Saturday, August 09, 2008

`Special Writers'

Joseph Epstein has identified and named a much-needed literary niche:

“There are major writers and minor writers, and somewhere in between there is, or at least ought to be, another category known as `special writers.’ Special writers are those we react to in a special, usually quite personal way, for we feel a kinship between their imaginations and our own. A.J. Liebling was a special writer for a great many people. I, for one, have missed his prose more than that of any other writer who has died in my lifetime.”

This comes from “The Minnesota Fats of American Prose: A.J. Liebling,” published in Book World in 1971 and collected in Epstein’s Plausible Prejudices: Essays on American Writing (1985). It’s significant that Epstein singles out for praise Liebling’s prose, for too often he is judged by journalistic standards. That is, he is admired for writing about food, France, boxing, Southern politics, the press or World War II. None of these categories would matter if Liebling had merely been a journalist, a plodder who crafted drab sentences. It’s his combination of elegant, witty prose and diversely raffish subjects that makes Liebling, in the sense defined by Epstein, a special writer.

I assembled my own list of special writers, a list that by definition is idiosyncratic and, to some degree, beyond criticism. I certainly have no interest in rationalizing or defending it. In a sense, special writers are the major writers for at least one reader.

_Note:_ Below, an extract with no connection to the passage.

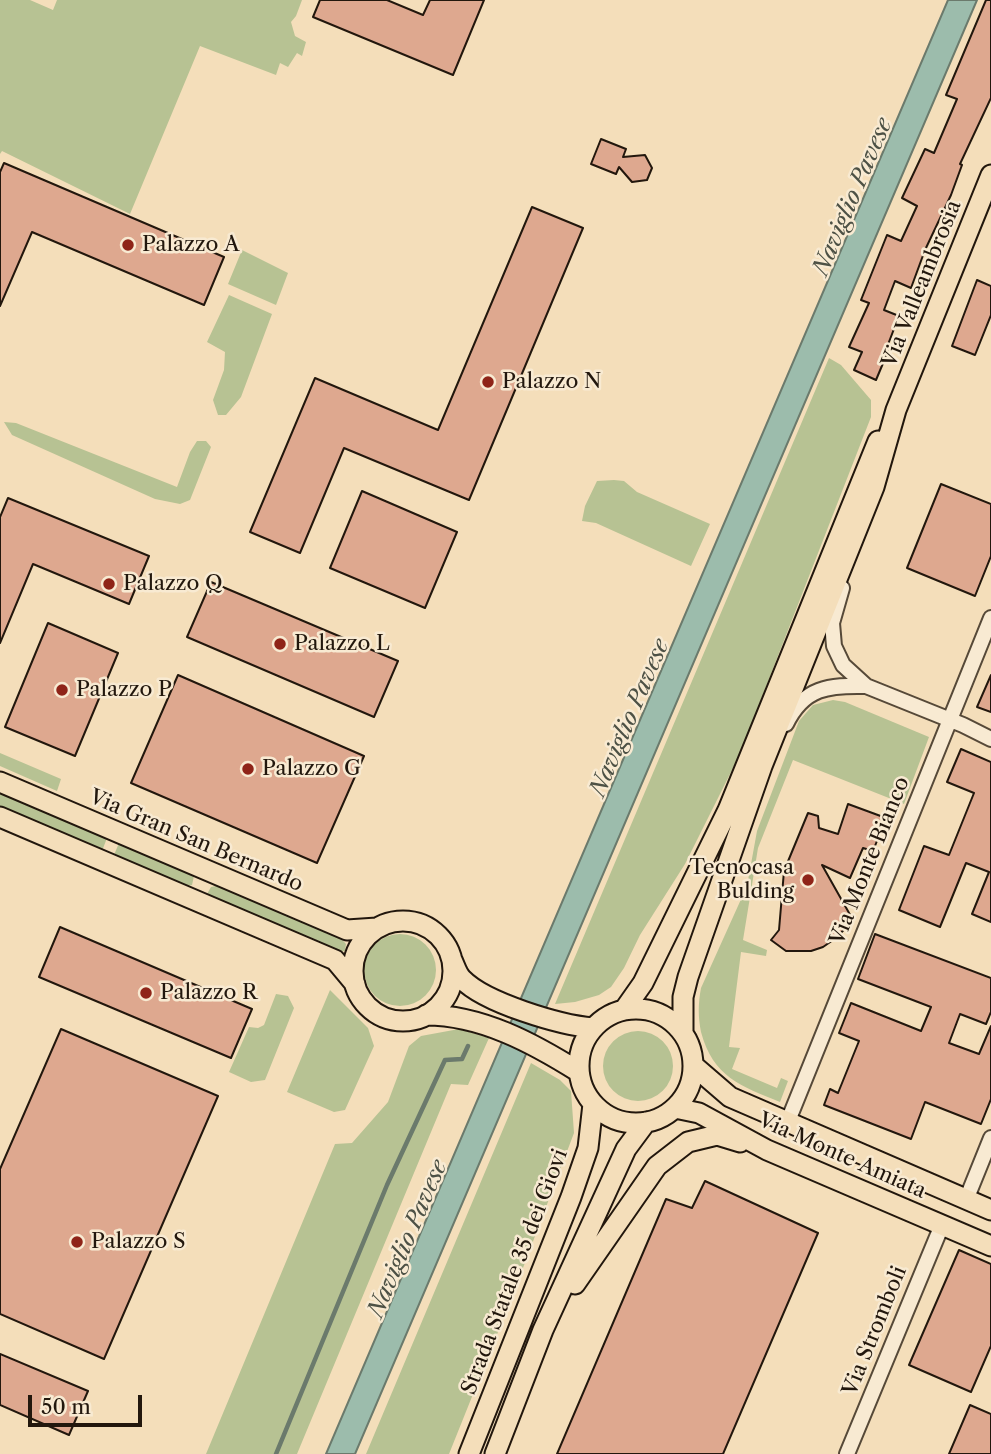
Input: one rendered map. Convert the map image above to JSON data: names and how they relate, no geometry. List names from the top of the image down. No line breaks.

Here’s my spontaneously generated list, arranged alphabetically to discourage any suspicion of ranking by degrees of “specialness”: Sherwood Anderson, Whitney Balliett, Thomas Berger, Aldo Buzzi, Raymond Chandler, Theodore Dalrymple, Guy Davenport, Manny Farber, Patrick Leigh Fermor, Daniel Fuchs, Henry Green, B.S. Johnson, Charles Lamb, Joseph Mitchell, Flann O’Brien, S.J. Perelman, J.F. Powers, V.S. Pritchett and Richard Yates, among others.

All are writers who consume significant space on my shelves and whose books I often own in multiple copies for reasons of generosity or greed. When I visit a deeply stocked bookstore I look for their work. All reliably deliver pleasure of various sorts. I note with curiosity that about half of them are known best for working in forms other than the novel, the medium that still dominates literary thinking, at least in the United States, which brings me back to Liebling. In 1994 the University of New Mexico Press brought out Liebling at The New Yorker: Uncollected Essays, edited by James Barbour and Fred Warner. In his introduction Warner writes:

“There are few places in the literary pantheon for the writer who does not chiefly write poems, plays, stories, and novels. One reads that W.H. Auden admired M.F.K. Fisher, but one hears also that most of her work is just about food and travel, and that her lean, supple prose ought to have embraced real writing….So where does one put Liebling and his compatriots at The New Yorker – Joseph Mitchell, S.N. Behrman, Philip Hamburger, Wolcott Gibbs, Janet Flanner, and many more? Dorothy Parker and Robert Benchley receive, from time to time, a bit of notoriety, but one wonders if anyone actually reads their wonderful work.”

Thanks to Epstein, we can put some of them in what is, for dedicated common readers (the truest of all critics, after all), the supreme category: special writers.